* _SUPPLIED ENTRIES_:
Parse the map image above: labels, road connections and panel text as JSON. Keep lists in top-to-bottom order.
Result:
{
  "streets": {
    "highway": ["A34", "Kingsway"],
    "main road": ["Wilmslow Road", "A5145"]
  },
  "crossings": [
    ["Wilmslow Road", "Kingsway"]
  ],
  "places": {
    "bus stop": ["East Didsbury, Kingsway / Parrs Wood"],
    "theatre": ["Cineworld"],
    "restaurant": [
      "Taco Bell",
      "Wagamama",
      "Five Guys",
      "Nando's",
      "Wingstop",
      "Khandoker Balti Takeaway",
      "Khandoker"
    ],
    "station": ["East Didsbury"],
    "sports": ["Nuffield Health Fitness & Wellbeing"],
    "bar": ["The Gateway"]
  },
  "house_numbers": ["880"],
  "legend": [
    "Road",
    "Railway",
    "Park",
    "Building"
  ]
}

==

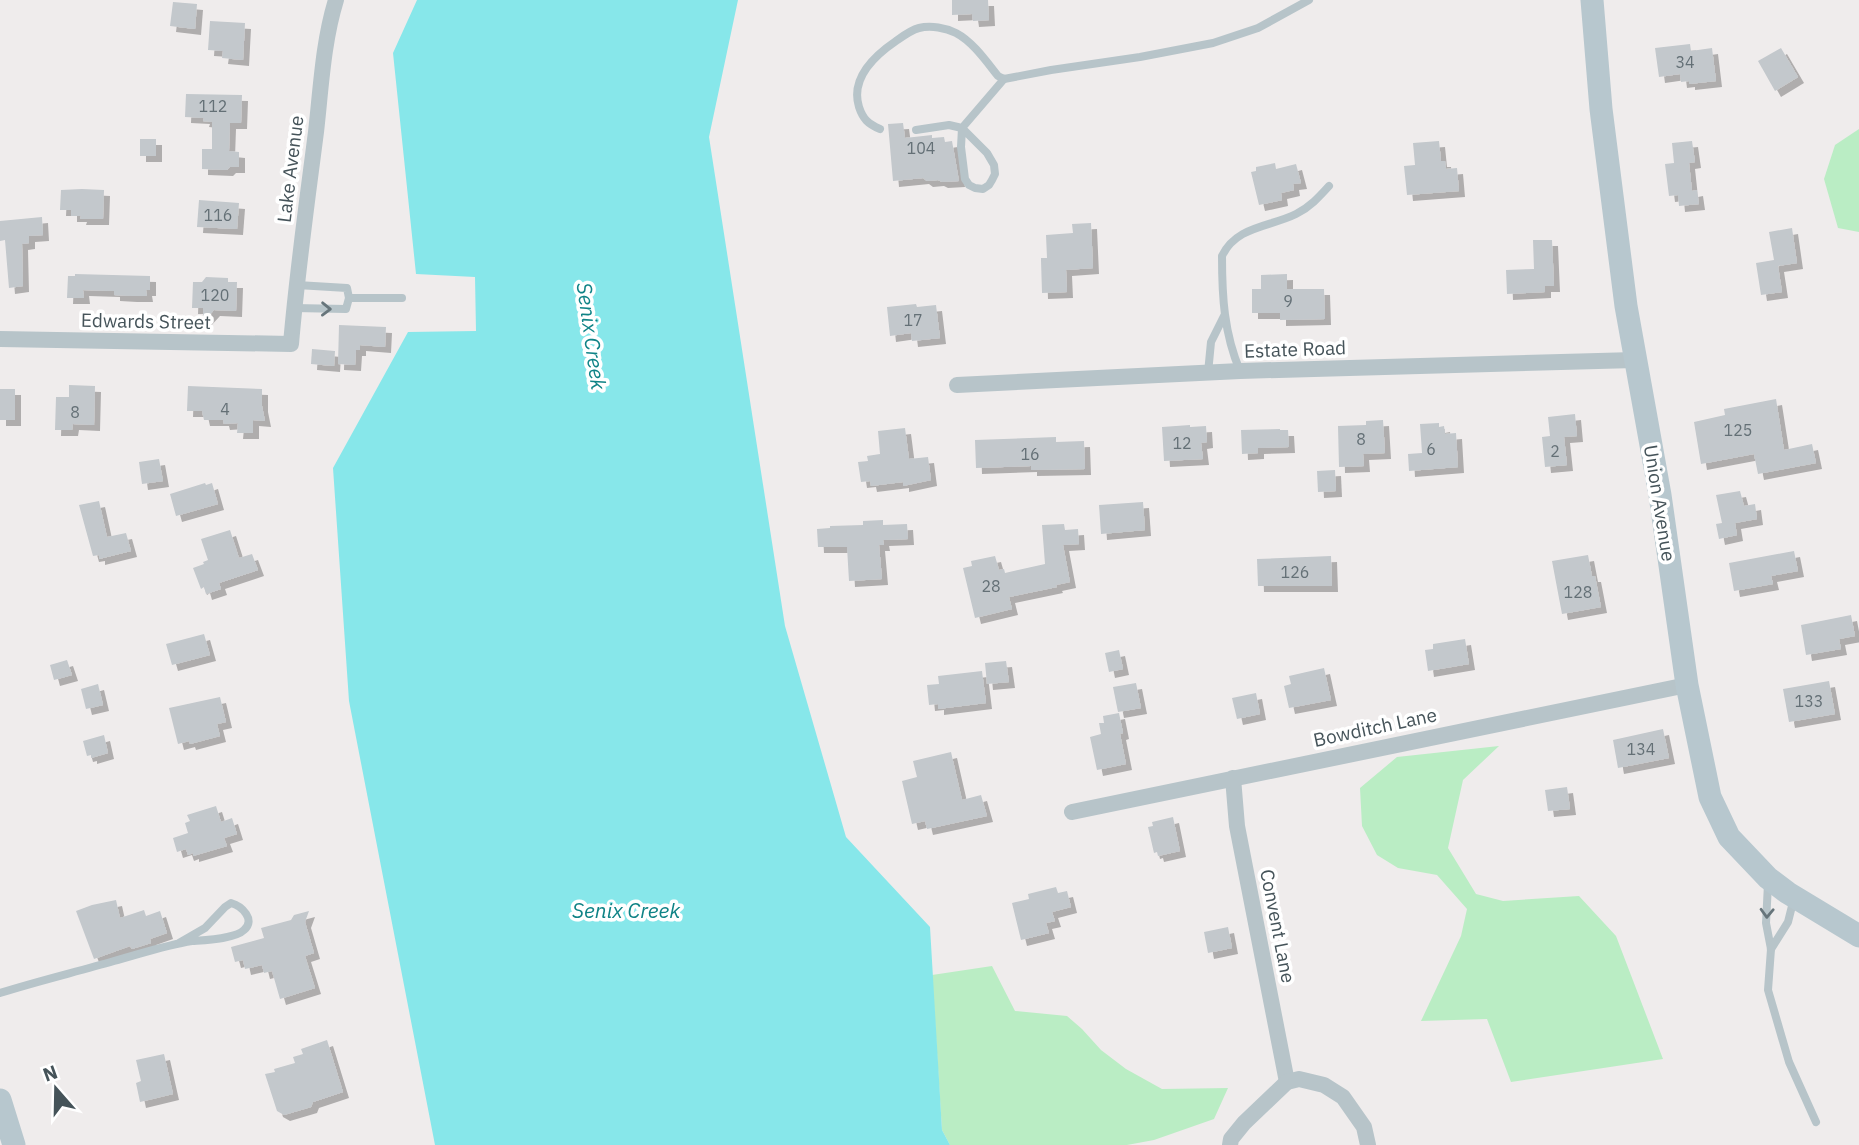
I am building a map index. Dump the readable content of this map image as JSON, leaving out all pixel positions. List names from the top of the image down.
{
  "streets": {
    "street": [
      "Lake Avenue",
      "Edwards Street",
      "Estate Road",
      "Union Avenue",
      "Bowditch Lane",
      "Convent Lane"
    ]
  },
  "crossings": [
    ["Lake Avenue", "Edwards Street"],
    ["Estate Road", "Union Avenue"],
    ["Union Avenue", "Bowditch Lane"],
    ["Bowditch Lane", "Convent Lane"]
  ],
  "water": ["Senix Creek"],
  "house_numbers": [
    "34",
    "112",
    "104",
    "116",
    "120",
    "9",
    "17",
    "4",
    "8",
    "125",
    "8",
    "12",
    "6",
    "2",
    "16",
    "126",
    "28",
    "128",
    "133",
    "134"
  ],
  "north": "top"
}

==

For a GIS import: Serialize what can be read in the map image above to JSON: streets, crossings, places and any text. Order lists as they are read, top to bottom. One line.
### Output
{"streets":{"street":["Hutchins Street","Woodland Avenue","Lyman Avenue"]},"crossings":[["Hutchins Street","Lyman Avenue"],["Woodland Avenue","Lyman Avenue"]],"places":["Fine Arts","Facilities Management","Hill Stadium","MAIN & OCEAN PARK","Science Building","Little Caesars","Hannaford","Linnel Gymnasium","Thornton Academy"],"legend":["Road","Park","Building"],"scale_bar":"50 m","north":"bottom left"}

* _ACTION ITEM_:
Copy each line of the listing that carries the word "above".

* _SOLUTION TO THIS TASK_:
Parse the map image above: labels, road connections and panel text as JSON. Keep lists in top-to-bottom order.
For a GIS import: Serialize what can be read in the map image above to JSON: streets, crossings, places and any text. Order lists as they are read, top to bottom. One line.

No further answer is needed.